##### Information provided #####
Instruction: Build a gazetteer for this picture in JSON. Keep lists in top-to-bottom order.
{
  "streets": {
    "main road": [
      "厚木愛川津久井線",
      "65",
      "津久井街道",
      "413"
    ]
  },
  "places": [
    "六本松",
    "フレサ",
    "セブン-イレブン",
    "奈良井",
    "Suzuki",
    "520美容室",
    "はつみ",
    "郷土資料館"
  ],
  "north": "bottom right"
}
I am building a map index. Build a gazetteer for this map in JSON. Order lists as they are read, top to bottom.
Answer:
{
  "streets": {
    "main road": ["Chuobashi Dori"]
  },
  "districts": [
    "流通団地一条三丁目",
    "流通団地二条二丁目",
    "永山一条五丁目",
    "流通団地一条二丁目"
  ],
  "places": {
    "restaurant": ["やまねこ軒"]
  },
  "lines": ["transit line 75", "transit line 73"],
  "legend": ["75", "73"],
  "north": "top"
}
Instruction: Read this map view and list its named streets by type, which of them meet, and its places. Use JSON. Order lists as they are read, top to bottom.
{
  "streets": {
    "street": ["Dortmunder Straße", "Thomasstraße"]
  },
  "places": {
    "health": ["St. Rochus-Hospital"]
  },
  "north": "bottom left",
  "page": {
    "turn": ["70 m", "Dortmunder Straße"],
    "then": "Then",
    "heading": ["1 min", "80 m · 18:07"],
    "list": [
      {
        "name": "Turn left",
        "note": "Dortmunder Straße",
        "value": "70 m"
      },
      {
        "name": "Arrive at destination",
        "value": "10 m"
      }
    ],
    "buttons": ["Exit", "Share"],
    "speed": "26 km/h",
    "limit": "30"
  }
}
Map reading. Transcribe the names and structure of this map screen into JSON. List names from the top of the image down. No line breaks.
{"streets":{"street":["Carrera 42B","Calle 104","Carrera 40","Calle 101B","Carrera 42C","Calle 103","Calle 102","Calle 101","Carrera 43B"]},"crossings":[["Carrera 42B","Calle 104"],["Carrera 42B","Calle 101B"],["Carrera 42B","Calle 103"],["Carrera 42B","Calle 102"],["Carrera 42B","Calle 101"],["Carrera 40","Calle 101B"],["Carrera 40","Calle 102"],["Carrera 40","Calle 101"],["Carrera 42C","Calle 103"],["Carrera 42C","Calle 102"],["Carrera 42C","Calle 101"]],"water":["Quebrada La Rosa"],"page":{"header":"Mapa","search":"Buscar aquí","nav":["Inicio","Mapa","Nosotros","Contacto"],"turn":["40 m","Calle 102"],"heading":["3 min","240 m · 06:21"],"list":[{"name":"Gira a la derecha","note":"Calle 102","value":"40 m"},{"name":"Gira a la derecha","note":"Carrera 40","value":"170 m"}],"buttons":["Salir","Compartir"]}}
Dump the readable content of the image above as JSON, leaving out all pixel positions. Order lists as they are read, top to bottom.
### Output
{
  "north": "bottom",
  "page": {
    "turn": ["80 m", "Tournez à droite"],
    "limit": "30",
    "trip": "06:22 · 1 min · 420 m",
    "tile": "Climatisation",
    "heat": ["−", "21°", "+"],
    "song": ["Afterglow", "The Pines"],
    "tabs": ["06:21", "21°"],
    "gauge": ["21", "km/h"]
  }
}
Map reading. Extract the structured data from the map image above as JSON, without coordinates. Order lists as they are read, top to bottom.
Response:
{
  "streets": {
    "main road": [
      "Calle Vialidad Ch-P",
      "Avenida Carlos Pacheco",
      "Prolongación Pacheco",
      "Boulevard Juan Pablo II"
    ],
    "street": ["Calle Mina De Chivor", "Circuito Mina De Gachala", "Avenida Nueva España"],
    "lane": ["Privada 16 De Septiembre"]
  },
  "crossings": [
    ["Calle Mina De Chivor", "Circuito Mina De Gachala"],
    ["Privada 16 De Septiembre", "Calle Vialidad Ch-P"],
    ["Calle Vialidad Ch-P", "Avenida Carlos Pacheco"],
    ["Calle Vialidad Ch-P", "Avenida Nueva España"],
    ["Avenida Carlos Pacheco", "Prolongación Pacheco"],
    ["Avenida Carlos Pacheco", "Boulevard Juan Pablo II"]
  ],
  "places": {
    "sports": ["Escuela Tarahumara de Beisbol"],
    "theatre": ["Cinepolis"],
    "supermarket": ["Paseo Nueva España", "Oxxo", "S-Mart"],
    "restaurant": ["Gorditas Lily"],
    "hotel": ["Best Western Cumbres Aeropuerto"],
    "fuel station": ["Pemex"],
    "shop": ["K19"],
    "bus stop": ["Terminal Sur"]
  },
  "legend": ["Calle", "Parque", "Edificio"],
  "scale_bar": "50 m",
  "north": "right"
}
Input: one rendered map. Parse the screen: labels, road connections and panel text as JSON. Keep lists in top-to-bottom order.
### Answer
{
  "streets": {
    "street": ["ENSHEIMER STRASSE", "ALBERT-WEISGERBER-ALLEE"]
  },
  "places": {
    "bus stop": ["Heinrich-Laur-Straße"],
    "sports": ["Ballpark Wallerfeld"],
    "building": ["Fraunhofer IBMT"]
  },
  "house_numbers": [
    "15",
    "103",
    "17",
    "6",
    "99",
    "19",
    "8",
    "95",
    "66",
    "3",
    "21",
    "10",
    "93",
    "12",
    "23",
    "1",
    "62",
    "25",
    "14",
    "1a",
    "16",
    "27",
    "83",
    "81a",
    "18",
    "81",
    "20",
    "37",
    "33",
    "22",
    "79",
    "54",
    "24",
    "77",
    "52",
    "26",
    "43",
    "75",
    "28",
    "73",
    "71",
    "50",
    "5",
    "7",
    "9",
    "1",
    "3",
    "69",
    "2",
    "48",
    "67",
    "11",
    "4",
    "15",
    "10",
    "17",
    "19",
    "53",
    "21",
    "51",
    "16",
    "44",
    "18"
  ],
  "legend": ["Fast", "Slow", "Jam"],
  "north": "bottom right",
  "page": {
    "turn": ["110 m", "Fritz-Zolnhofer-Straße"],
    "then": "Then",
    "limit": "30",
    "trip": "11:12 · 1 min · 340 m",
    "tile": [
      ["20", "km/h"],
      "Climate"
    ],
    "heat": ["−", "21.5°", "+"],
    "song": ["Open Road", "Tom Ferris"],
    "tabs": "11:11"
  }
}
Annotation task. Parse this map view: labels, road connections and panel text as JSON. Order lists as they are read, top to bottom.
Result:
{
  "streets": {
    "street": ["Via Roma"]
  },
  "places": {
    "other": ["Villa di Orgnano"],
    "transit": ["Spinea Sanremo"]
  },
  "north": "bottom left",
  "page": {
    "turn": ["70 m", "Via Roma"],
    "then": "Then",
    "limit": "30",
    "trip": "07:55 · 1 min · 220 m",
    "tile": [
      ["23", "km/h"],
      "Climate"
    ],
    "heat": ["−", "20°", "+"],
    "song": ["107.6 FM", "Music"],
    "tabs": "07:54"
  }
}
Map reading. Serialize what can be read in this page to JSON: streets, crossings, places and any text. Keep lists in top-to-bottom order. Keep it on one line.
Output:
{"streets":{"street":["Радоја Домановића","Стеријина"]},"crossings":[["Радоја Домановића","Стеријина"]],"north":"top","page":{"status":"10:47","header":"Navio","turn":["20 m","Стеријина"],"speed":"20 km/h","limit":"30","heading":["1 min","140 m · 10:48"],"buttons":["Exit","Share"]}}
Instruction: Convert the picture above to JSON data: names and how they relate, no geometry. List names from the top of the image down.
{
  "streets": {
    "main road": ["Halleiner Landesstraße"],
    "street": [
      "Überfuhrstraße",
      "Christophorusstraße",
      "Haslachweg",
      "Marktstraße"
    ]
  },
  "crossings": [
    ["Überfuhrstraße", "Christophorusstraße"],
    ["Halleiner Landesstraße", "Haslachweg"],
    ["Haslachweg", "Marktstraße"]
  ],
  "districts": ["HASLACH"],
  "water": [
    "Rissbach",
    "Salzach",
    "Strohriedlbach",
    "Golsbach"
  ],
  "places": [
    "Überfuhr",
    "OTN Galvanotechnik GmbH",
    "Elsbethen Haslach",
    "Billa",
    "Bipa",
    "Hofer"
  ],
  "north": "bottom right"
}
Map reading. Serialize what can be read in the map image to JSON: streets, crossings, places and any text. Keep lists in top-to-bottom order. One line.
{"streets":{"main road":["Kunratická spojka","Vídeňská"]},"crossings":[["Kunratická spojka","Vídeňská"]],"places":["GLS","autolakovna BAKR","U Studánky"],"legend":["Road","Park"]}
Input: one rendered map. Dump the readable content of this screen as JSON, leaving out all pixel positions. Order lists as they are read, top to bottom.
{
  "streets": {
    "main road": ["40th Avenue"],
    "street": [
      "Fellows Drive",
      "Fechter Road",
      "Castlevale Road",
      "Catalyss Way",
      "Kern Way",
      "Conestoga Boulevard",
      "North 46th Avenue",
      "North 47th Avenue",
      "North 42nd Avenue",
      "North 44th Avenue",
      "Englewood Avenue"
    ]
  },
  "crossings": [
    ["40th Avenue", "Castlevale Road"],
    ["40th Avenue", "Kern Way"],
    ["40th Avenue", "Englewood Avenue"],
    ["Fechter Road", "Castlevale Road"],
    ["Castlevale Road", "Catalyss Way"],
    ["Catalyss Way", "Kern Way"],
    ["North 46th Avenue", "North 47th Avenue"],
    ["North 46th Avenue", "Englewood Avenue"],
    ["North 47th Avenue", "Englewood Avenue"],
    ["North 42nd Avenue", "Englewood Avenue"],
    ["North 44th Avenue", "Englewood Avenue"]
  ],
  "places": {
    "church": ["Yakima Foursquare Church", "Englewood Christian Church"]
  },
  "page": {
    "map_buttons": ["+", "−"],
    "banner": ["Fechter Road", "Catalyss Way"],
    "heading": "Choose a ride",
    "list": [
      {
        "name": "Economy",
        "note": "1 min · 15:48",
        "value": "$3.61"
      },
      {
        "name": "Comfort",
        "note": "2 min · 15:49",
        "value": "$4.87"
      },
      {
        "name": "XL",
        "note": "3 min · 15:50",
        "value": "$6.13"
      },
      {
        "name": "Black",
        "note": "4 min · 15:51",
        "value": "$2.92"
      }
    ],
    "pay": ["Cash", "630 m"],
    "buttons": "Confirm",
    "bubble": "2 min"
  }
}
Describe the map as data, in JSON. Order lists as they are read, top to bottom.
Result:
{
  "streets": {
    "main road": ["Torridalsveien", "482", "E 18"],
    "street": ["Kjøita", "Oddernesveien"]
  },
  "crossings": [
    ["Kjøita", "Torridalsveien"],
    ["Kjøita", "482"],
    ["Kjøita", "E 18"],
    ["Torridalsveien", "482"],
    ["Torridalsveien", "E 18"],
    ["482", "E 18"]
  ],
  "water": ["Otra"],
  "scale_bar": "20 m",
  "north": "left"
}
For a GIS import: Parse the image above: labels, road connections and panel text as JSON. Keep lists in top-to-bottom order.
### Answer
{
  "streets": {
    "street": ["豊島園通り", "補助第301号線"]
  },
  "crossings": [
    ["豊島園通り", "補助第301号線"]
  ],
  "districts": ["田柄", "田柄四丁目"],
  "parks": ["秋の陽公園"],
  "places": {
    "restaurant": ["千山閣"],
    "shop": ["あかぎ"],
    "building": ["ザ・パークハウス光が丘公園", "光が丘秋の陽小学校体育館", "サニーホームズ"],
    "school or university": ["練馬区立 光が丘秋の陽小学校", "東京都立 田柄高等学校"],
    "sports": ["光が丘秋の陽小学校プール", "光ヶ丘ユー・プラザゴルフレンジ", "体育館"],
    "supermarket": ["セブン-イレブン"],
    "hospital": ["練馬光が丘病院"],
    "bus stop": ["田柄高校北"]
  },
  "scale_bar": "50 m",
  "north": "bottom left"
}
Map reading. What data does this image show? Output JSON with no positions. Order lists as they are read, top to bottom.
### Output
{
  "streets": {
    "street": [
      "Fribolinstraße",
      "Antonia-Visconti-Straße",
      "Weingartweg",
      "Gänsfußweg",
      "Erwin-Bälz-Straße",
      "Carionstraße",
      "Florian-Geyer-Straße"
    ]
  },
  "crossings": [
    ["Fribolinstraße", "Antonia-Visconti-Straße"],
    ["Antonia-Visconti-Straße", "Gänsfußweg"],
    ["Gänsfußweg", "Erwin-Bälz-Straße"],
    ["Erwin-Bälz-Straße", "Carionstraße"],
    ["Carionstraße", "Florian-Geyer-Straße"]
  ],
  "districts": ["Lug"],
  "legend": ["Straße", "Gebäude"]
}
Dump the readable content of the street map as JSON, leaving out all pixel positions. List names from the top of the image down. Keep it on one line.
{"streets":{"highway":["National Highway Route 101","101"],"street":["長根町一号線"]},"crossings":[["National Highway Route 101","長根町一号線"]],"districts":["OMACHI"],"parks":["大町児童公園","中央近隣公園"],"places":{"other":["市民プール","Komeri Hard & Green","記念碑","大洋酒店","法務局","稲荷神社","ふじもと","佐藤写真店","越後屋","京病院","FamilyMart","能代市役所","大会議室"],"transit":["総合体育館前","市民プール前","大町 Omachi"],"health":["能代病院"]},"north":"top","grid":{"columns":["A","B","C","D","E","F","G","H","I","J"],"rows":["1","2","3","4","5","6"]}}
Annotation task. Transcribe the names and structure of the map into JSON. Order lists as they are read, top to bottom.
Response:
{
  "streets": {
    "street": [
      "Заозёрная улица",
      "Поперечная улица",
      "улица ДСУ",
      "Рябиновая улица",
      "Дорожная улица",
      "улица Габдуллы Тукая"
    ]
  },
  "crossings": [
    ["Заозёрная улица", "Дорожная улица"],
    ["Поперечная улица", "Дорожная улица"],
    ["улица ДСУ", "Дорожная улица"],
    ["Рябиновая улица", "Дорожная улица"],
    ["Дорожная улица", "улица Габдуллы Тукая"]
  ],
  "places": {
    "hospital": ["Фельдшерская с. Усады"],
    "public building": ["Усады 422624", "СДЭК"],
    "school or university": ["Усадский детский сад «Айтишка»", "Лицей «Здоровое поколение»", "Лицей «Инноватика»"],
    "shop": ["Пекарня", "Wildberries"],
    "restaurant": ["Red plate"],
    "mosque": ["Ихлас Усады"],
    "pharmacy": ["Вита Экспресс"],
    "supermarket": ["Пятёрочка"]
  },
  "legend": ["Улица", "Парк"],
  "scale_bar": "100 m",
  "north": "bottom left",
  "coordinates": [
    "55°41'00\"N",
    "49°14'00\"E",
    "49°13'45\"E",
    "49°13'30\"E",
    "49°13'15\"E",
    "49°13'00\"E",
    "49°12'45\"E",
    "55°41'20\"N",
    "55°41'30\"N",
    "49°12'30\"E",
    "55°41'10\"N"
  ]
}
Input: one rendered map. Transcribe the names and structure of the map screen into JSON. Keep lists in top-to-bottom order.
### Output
#####
» What you are asked to do:
Copy all lines above containing the string "Annotation".

» Task solution:
Annotation task. Parse this map view: labels, road connections and panel text as JSON. Order lists as they are read, top to bottom.
Annotation task. Transcribe the names and structure of the map into JSON. Order lists as they are read, top to bottom.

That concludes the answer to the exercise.